Collected data
──────────
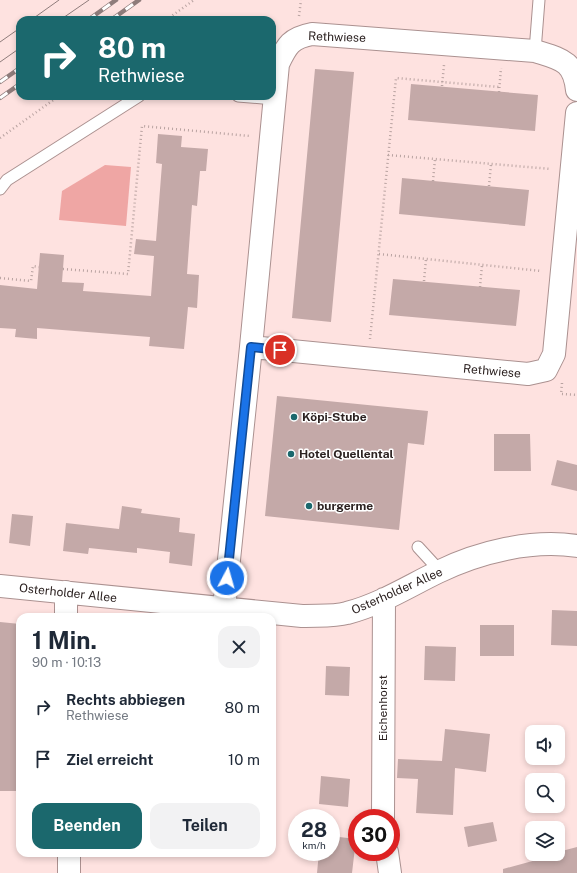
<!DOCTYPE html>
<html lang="de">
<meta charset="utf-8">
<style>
body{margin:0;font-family:"Public Sans",sans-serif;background:#f2f2f3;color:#1f2937;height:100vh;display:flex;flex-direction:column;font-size:15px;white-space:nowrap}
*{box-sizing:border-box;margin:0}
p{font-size:13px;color:#747a83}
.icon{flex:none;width:22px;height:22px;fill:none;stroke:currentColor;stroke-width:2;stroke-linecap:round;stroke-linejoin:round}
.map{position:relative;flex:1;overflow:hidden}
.side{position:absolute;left:16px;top:613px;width:260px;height:244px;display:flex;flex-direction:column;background:#fff;border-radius:12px;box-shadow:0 2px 6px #0003}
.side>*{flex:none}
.hud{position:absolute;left:16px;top:16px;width:260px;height:84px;border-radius:12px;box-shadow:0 2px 6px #0003;background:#1b686d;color:#fff;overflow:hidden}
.tools{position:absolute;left:525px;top:725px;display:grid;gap:8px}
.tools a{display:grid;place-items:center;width:40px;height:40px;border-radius:8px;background:#fff;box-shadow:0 2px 6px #0003;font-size:20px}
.speed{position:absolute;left:288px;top:809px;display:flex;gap:8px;font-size:20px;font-weight:700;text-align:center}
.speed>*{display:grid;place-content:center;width:52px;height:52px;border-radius:50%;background:#fff;box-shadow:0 2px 6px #0003;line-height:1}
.speed small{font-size:10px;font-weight:400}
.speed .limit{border:6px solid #d22;background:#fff;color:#111}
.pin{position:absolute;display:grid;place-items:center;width:34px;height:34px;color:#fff;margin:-17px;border:2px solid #fff;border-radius:50%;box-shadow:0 1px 4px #0007}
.me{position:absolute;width:44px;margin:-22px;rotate:6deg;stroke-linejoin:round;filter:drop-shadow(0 0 3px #0008)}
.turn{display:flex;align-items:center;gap:14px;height:84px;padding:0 16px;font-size:18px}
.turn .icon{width:52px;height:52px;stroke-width:2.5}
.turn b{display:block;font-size:28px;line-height:34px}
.round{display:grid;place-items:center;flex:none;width:42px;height:42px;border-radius:12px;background:#f2f2f3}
.overview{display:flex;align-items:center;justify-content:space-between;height:68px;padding:0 16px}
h1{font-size:24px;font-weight:700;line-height:30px}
.button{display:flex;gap:8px;margin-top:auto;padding:8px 16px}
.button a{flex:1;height:46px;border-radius:12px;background:#1b686d;color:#fff;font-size:16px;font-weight:700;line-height:46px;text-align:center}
.button a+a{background:#f2f2f3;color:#1f2937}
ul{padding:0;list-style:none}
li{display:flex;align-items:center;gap:12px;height:52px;padding:0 16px}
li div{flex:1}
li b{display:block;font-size:15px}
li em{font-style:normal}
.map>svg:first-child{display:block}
.green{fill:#efa6a4}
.building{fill:#c4a9a8}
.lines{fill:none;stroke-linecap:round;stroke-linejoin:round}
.lane-casing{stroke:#ab9190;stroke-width:13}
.street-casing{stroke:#ab9190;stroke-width:24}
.path{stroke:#b9a3a1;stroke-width:2.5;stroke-dasharray:1 3;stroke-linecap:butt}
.lane{stroke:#fff;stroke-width:11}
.street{stroke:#fff;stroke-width:22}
.tram{stroke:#8f7c7b;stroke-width:1}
.rail-casing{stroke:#8f7c7b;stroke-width:4.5}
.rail{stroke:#fff;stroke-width:3;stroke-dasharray:9;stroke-linecap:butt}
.route-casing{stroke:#114b97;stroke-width:10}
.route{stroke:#1a73e8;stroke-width:7}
.poi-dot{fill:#1b686d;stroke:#fff;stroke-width:1.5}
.labels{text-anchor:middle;stroke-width:3;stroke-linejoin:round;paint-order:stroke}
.street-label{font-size:12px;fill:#2c2221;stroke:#fff}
.poi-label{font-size:12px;font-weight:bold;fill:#2c2221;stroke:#fff;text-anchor:start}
</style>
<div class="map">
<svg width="577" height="873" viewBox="0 0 577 873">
<rect width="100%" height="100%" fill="#fee2e0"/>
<path class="green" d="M105,165L131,167L126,226L59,220L62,191Z"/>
<path class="building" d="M315,69L354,72L331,322L292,318Z
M411,84L538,95L535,131L408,120Z
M158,134L182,136L181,147L208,149L206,171H200L197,206L192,205L187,274L199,275L197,308L188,307L184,349L149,346L150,337L37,328V339L15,337L16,329L0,328V285L37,289L40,253L64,255L62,282L84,283L83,291L151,296L154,256L134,254L136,239L156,241L162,164L156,163Z
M402,178L529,190L525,226L399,214Z
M393,279L520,290L516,326L389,315Z
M277,396L428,411L424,445L408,443L399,530L265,516Z
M494,434H530L531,471H494Z
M557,460L577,465V491L551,485Z
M122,506L142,509L141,513L180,518L179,532L195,534L192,566L169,563L170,552L137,548V553L89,548L88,554L63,551L66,523L119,529Z
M12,514L33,516L30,546L9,543Z
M552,610L577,611V646L551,645Z
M0,622L20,624V737L17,791H0Z
M480,625H514V656H480Z
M425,646L456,647L455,681L424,680Z
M326,666L350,667L349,696L325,695Z
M445,729L490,734L486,772L455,768L453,815L416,813L418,779L397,778L398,759L442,761Z
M321,776L350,779L348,807L319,804Z
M493,822L497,841L468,847L464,827Z
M331,836L356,839L352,873H317L319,852H331Z
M577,847V873H503V869L558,854V852Z"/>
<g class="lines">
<defs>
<path id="lane" d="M535,51L539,0
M238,96L274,99
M0,189L7,180L139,96
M418,547L440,571"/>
<path id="street" d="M251,347L528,374L546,370L554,354L577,113
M0,586L302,616C316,615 333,617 347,613C379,605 409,586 438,572C479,552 532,539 577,546
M66,592V617
M224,608L251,347L278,64C287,45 291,38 312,34L535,51C560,59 574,60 577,90
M383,818L384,599
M387,852L390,873
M69,853V873"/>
</defs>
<use href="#lane" class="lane-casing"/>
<use href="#street" class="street-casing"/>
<path class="path" d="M299,16L301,0
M166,20L194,0
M442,86L444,65
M499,92L501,68
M0,138L59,96
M388,155L551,169
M433,181L435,159
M489,186L491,164
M379,254L541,271
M63,269L128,274L142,126L250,136
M0,278L31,281L33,266L39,267
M424,281L426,259
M480,287L482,265
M370,339L396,78L499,87
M562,383L561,394L577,395"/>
<use href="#lane" class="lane"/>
<use href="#street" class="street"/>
<path class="tram" d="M31,20L59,0
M60,20L89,0
M0,42L20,28
M0,62L20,48"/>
<defs>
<path id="rail" d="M88,20L116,0
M111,20L139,0
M0,82L20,68
M0,98L20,84"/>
</defs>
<use href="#rail" class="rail-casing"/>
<use href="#rail" class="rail"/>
</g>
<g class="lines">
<defs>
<path id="route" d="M227,578L251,347L280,350"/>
</defs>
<use href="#route" class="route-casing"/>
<use href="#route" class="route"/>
</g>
<g class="poi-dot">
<circle cx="294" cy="417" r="4"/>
<circle cx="291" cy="454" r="4"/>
<circle cx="309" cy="506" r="4"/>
</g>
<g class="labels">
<g class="street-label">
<text transform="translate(337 37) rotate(2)" y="4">Rethwiese</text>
<text transform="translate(492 371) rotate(5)" y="4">Rethwiese</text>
<text transform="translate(397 591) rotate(-24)" y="4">Osterholder Allee</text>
<text transform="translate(68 593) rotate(6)" y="4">Osterholder Allee</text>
<text transform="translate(383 708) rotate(-90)" y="4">Eichenhorst</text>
</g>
<g class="poi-label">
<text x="302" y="421">Köpi-Stube</text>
<text x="299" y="458">Hotel Quellental</text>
<text x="317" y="510">burgerme</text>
</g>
</g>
</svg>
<div class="tools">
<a><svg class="icon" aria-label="sound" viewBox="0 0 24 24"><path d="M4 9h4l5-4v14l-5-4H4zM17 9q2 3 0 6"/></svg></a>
<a><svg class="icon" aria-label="search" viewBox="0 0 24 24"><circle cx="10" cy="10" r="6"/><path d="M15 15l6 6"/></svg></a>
<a><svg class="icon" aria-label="layers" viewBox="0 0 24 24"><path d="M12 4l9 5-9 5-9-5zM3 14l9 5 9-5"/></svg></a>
</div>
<div class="speed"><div>28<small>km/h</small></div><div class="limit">30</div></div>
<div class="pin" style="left:280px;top:350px;background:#d93025"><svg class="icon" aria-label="arrive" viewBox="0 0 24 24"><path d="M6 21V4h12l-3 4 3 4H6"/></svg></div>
<svg class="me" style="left:227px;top:578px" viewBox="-20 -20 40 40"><circle r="17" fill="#1a73e8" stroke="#fff" stroke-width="3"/><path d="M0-11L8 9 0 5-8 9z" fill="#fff"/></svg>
<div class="hud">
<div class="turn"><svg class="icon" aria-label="right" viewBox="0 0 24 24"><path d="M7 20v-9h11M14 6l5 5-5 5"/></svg><div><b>80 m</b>Rethwiese</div></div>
</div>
<section class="side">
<div class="overview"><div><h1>1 Min.</h1><p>90 m · 10:13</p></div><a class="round"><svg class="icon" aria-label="close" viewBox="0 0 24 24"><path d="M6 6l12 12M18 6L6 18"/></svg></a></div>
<ul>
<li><svg class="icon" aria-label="right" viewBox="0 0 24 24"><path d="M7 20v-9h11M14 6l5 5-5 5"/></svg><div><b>Rechts abbiegen</b><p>Rethwiese</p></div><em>80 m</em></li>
<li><svg class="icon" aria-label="arrive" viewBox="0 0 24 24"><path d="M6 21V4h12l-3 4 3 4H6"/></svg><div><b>Ziel erreicht</b></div><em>10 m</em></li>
</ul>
<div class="button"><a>Beenden</a><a>Teilen</a></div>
</section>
</div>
──────────
Look through the entries above, and wherever a line holds the word "dasharray", copy it.

# Response to this task
.path{stroke:#b9a3a1;stroke-width:2.5;stroke-dasharray:1 3;stroke-linecap:butt}
.rail{stroke:#fff;stroke-width:3;stroke-dasharray:9;stroke-linecap:butt}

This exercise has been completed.